In an interview in the International Business Times over the weekend, Jackson said that Hollywood, by and large, still avoids dealing with racism and that 12 Years A Slave is a perfect example of that.
According to Jackson, the only reason why the film got made was because director Steve McQueen is British and not African-American, implying, I assume, that his take on slavery would be “safer” in a manner of speaking.
As Jackson said: "I would think that if an African-American director went into a studio and pitched that particular film, they would be like: 'No, no, no.' It is a film about African-Americans – a dark period of history that they don't like to explore in that particular way."
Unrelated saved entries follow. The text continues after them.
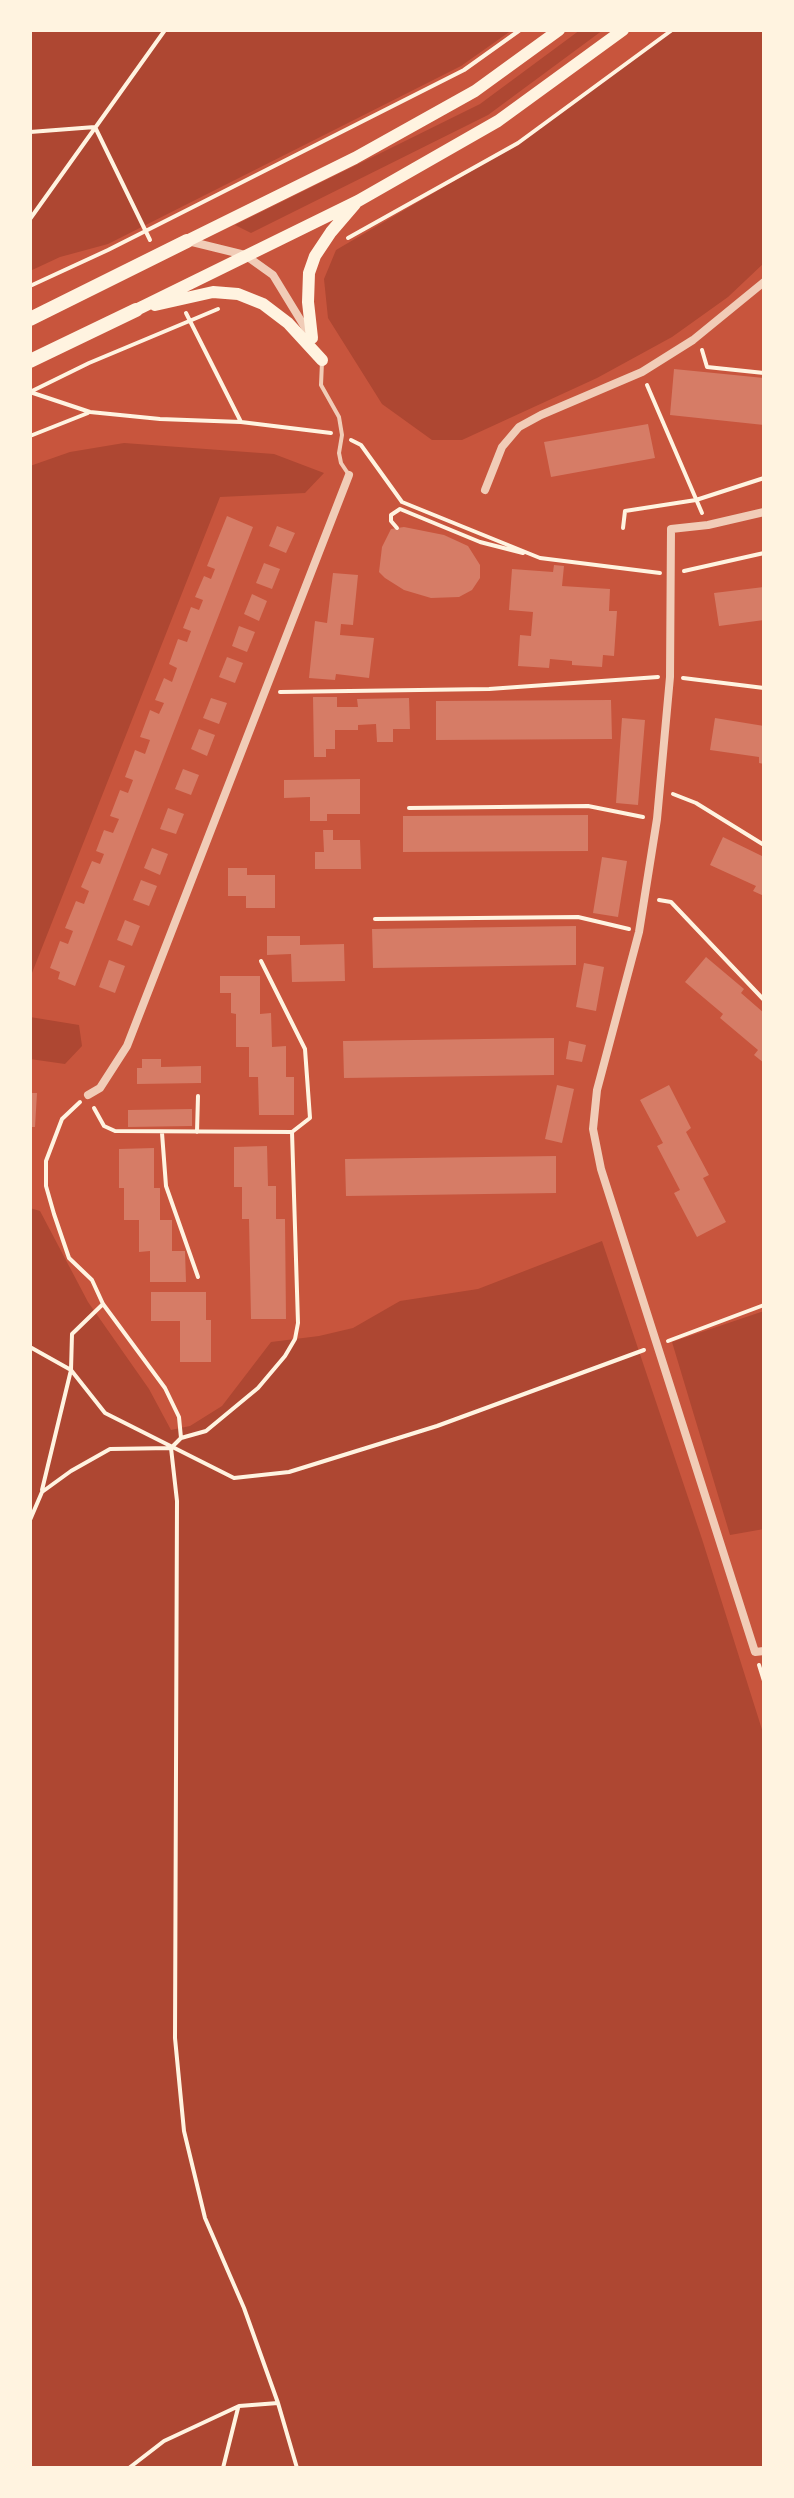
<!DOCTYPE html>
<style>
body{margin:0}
#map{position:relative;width:794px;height:2498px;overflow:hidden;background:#c8553d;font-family:"Varela Round",sans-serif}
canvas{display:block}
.frame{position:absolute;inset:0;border:32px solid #fff3e0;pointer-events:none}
</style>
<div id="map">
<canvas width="794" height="2498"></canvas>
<div class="frame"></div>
</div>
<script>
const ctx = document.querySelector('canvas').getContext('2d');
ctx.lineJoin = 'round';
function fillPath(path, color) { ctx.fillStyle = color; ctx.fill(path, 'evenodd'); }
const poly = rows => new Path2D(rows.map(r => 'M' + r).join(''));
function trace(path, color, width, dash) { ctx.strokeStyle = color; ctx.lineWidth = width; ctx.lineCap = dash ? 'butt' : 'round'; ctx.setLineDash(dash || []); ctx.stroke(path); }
fillPath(poly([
 [30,30,512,30,461,66,108,244,60,257,30,271],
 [580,30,603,30,488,115,251,233,235,225,480,104],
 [673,30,764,30,764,263,728,297,672,337,597,378,462,440,432,440,382,404,328,318,324,279,336,250,519,143],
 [124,443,274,454,324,473,305,493,220,497,30,978,30,466,70,452],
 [30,1017,79,1025,82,1046,65,1064,30,1059],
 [30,1208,40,1211,88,1302,149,1389,171,1430,190,1426,222,1406,271,1342,319,1336,353,1328,400,1301,478,1289,602,1241,702,1539,764,1736,764,2468,30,2468],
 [764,1311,764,1529,730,1535,672,1342]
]), '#ae4732');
fillPath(poly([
 [674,369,764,378,764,425,670,415],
 [648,424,655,458,551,477,544,442],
 [227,516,253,527,75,986,58,979,60,972,50,968,60,941,68,944,73,931,65,928,76,901,84,904,89,891,81,887,92,861,100,864,104,854,96,851,104,830,113,833,119,819,110,816,120,790,128,793,133,780,125,777,135,750,145,754,150,740,140,737,150,710,159,714,164,703,155,700,164,678,172,682,177,668,169,664,178,639,187,642,191,631,183,628,191,607,199,610,203,600,195,597,204,576,211,579,215,569,207,566],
 [277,526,295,533,286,553,269,546],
 [404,527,444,535,468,546,480,565,480,578,472,590,459,597,431,598,404,590,385,578,379,572,382,547,391,529],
 [264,563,280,569,272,589,256,583],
 [554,565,564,566,562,586,610,589,609,611,617,611,614,656,603,655,602,667,572,665,572,661,550,659,549,668,518,666,520,635,531,636,533,612,509,610,512,569,553,572],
 [333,573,358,575,353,625,341,624,340,635,374,638,369,678,336,674,335,680,309,678,315,621,327,623],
 [764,587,764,620,719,626,714,593],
 [252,594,267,601,259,621,244,614],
 [239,626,255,632,247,652,232,646],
 [227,657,243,663,235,683,219,677],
 [313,697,337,697,337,707,358,707,357,699,409,698,410,729,393,729,393,742,377,742,376,724,358,725,358,730,335,730,335,749,326,749,326,757,314,757],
 [211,698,227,703,219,724,203,718],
 [611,700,612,739,436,740,436,701],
 [622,718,645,720,638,805,616,803],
 [715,718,764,726,764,764,759,763,759,757,710,750],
 [199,729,215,735,207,756,191,749],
 [183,769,199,775,191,795,175,789],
 [360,779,360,814,327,814,327,821,310,821,310,797,284,798,284,780],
 [168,808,184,814,176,834,160,829],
 [588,815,588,851,403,852,403,816],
 [323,830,333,830,333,840,360,840,361,869,315,869,315,852,324,852],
 [723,837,764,857,764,896,753,891,756,886,710,865],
 [152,848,168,854,160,875,144,868],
 [602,857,627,861,618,917,593,913],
 [228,868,247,868,247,875,275,875,275,908,246,908,246,896,228,896],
 [141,880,157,886,149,906,133,900],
 [125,920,140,926,132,946,117,940],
 [576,926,576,965,373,968,372,929],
 [267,936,300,936,300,945,344,944,345,981,292,982,291,954,267,955],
 [706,957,744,989,741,993,764,1013,764,1063,754,1055,758,1050,720,1018,723,1014,685,982],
 [109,960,125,966,115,993,99,987],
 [584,963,604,967,596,1011,576,1007],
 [220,976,260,976,260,1014,271,1013,272,1047,286,1046,286,1077,294,1077,294,1115,259,1115,258,1077,249,1077,249,1047,236,1047,236,1014,231,1013,231,993,220,993],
 [554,1038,554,1075,344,1078,343,1041],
 [569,1041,586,1045,582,1062,566,1059],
 [142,1059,161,1059,161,1067,201,1066,201,1083,137,1084,137,1068,142,1068],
 [557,1085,574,1089,562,1143,545,1139],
 [669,1085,691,1128,686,1132,709,1175,703,1178,726,1222,697,1237,674,1193,680,1190,657,1146,663,1143,640,1100],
 [30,1093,37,1093,35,1127,30,1127],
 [192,1109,192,1126,128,1127,128,1110],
 [267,1146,268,1186,276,1186,276,1219,285,1219,286,1319,251,1319,249,1219,242,1219,242,1187,234,1187,234,1147],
 [154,1148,154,1188,160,1188,160,1220,172,1220,172,1251,185,1251,186,1282,150,1282,150,1251,139,1252,139,1220,124,1220,124,1188,119,1188,119,1149],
 [556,1156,556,1193,346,1196,345,1159],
 [151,1292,206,1292,206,1320,211,1320,211,1362,180,1362,180,1321,151,1321]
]), '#d67c66');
trace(poly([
 [95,127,150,240],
 [30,132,95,127],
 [30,219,165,30],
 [348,238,518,143,672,30],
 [30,286,108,250,464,70,520,30],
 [186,313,241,422],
 [702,350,707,367,764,373],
 [647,385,702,513],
 [30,392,90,412,160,419,241,422,331,433],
 [30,392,89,363,218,309],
 [30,436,88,413],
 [351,440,361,445,402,502,540,558,660,573],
 [397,528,391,521,391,515,400,509,480,542,523,553],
 [623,528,625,511,696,500,764,478],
 [684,571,764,553],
 [683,678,764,688],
 [280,692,489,689,658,677],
 [673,794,696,803,764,845],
 [409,808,588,806,643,817],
 [659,900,671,902,764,1000],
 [375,919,578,917,629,929],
 [80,1102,62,1119,46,1161,46,1186,54,1214,69,1258,92,1280,103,1304,165,1388,179,1417,181,1438],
 [94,1108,104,1126,115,1131,292,1132,310,1118,305,1049,261,961],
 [197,1132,198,1096],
 [162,1133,166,1186,198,1277],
 [668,1341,764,1305],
 [30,1347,71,1370,105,1413,234,1478,289,1472,437,1426,644,1350],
 [171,1448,177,1501,175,2038,184,2131,205,2218,244,2308,278,2403,297,2468],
 [42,1490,71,1370,72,1334,103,1304],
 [30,1520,42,1492,71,1471,110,1449,171,1448,181,1438,206,1431,258,1388,285,1356,295,1339,298,1323,292,1132],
 [759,1665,764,1681],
 [129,2468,164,2441,239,2406,278,2403],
 [223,2468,238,2408]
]), '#fff3e0', 4);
trace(poly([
 [322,362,321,385,339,417,342,435,339,453,341,463,349,475]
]), '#f1ccb7', 4);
trace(poly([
 [188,241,245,255,273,275,309,334],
 [485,490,502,447,519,427,541,415,642,372,693,340,764,282],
 [764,512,708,525,671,529,670,677,657,819,639,932,597,1090,593,1129,601,1169,755,1652,764,1651],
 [88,1095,100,1088,127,1046,349,475]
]), '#f1ccb7', 8);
trace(poly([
 [187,241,355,158,475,91,559,30],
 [155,305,213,292,238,294,263,304,288,323,322,360],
 [136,310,358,201,498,121,623,30],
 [312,338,308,302,309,273,315,256,331,232,355,204]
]), '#fff3e0', 12);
trace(poly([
 [30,319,187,241],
 [30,361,136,310]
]), '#fff3e0', 14);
</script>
He further added that: "Look, I'm glad 12 Years got made and it's wonderful that people are seeing it and there is another view of what happened in America. But I'm not real sure why Steve McQueen wanted to tackle that particular sort of thing."
I should, at this point, add that personally I’ve always thought and have said that the fact that McQueen was not African-American made him more likely to make a film about slavery, since I hold that African-Americans are still too psychologically shell-shocked, and therefore African American directors too, in dealing with the subject. But then that’s me (Charles Burnett's Nightjohn and Gordon Parks' Solomon Northup's Odyessy, the original 12 Years A Slave, being a few exceptions).
Jackson went on to say that a film such as Fruitvale Station is more honest and “braver” than 12 Years was, in dealing with the subject of race in America:
"It explains things like the shooting of Trayvon Martin, the problems with stop and search, and is just more poignant. America is much more willing to acknowledge what happened in the past: 'We freed the slaves! It's all good!' But to say: 'We are still unnecessarily killing black men' – let's have a conversation about that."
So what do you say. Do you agree with Jackson, or is he talking nonsense?